Sunday, 4 October 2009

The Amazing Ruby: Precompiled Header Hack for Eclipse CDT

With a good IDE, such as Eclipse, and good libraries, such as boost, programming in C++ is almost bearable. Unfortunately, boost's magic templates take a long time to compile. Like most compilers, g++ provides precompiled headers to mitigate this problem, but support for these in Eclipse has so far been limited. This post describes a hack to get some level of precompiled header support in Eclipse with the g++ tool chain on Linux.

How it Works

The usual build process for a C++ project in Eclipse is:

  1. Eclipse writes Makefiles based on the source files in your project, and your project's configuration settings.
  2. Eclipse calls make, and make builds your project.

Here we'll replace step 2 with:

  1. Eclipse calls a ruby script.
  2. The ruby script edits Eclipse's generated Makefiles to include build rules for the precompiled header.
  3. The ruby script calls make, and make builds your project, using the precompiled header as needed.

Using this approach, you can add and remove files from your project or change configuration settings, and things will work mostly as expected.

Caveats

The current limitations of this method are:

  1. The script only supports one precompiled header file per project. It works like Visual Studio, in this regard: you have to supply a header file (stdafx.h) that includes all the headers you want to precompile.

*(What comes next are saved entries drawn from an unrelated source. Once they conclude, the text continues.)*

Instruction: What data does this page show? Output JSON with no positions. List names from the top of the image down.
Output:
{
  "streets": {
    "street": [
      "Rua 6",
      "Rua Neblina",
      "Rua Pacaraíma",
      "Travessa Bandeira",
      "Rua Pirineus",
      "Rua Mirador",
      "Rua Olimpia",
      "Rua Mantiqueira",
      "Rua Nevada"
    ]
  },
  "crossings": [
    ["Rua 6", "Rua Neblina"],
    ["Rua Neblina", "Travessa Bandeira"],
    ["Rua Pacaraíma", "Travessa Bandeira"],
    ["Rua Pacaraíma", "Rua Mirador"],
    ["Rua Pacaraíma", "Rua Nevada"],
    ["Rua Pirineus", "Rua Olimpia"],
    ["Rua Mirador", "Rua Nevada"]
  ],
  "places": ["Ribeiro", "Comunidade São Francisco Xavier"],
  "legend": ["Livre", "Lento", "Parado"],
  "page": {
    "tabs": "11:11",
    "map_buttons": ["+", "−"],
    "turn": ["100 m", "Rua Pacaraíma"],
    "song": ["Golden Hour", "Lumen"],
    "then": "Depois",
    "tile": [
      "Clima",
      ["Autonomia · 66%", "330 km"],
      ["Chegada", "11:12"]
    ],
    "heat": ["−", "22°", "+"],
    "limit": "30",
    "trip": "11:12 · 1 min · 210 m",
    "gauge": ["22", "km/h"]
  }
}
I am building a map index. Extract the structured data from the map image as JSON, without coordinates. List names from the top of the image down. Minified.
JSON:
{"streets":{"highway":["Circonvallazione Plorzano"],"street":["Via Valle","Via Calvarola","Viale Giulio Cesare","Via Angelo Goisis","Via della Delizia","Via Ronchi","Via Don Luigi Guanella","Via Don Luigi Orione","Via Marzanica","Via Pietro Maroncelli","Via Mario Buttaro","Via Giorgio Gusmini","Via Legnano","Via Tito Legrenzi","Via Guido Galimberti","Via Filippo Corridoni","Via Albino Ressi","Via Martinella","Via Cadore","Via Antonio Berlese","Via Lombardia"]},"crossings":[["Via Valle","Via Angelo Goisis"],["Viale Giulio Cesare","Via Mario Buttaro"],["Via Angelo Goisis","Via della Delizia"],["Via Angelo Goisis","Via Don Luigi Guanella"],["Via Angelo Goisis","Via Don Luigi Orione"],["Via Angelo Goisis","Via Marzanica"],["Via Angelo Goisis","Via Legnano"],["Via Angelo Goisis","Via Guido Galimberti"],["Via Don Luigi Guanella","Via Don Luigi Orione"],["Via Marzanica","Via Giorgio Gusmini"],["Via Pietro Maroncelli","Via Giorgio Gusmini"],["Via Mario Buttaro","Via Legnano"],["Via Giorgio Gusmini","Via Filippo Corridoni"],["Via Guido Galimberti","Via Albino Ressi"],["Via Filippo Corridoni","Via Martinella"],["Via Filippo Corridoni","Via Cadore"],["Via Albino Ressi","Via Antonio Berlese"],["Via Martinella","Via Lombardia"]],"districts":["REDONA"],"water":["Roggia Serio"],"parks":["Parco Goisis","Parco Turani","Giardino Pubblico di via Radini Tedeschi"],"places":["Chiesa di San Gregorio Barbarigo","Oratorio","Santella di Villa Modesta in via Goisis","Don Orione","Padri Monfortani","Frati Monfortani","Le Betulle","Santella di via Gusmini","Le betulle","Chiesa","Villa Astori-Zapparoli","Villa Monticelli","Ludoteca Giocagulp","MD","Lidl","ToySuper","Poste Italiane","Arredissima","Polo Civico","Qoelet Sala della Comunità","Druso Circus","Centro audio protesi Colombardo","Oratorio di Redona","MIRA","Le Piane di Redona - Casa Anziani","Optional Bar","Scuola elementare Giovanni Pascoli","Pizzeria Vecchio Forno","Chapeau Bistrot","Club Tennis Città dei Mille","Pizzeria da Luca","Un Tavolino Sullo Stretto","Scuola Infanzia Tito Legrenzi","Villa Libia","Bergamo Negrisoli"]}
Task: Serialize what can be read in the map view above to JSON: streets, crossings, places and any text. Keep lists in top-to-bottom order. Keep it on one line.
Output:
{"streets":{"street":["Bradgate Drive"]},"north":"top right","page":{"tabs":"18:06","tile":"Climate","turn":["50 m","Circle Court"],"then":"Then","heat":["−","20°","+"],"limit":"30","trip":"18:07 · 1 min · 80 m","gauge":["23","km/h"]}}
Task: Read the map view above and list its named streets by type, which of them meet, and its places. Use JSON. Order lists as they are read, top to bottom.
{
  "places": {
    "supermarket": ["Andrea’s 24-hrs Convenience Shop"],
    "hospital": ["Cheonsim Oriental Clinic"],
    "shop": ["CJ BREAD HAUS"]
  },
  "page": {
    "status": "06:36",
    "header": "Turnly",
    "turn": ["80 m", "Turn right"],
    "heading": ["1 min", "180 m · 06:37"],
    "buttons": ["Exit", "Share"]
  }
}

  2. You can only add precompiled header support to one configuration for each project; for example, if you have precompiled headers in the Debug configuration, they won't be used in the Release configuration. This is because the script puts the precompiled header into the source folder, rather than in the build folder.

  3. This is a hack. Your mileage may vary. It may not work in future versions of eclipse.

So, with those caveats in mind, the next section describes how to get it set up.

Tutorial

  1. Make sure you have ruby installed and that you can run it from a terminal (command prompt). These instructions have been tested with Ruby 1.8.7 on Ubuntu 9.04 (Jaunty). You can install ruby via the Synaptic package manager.

  2. Start eclipse. These instructions have been tested with Eclipse 3.5 SR1 (Galileo). I've also used this script with Eclipse 3.4 and 3.5.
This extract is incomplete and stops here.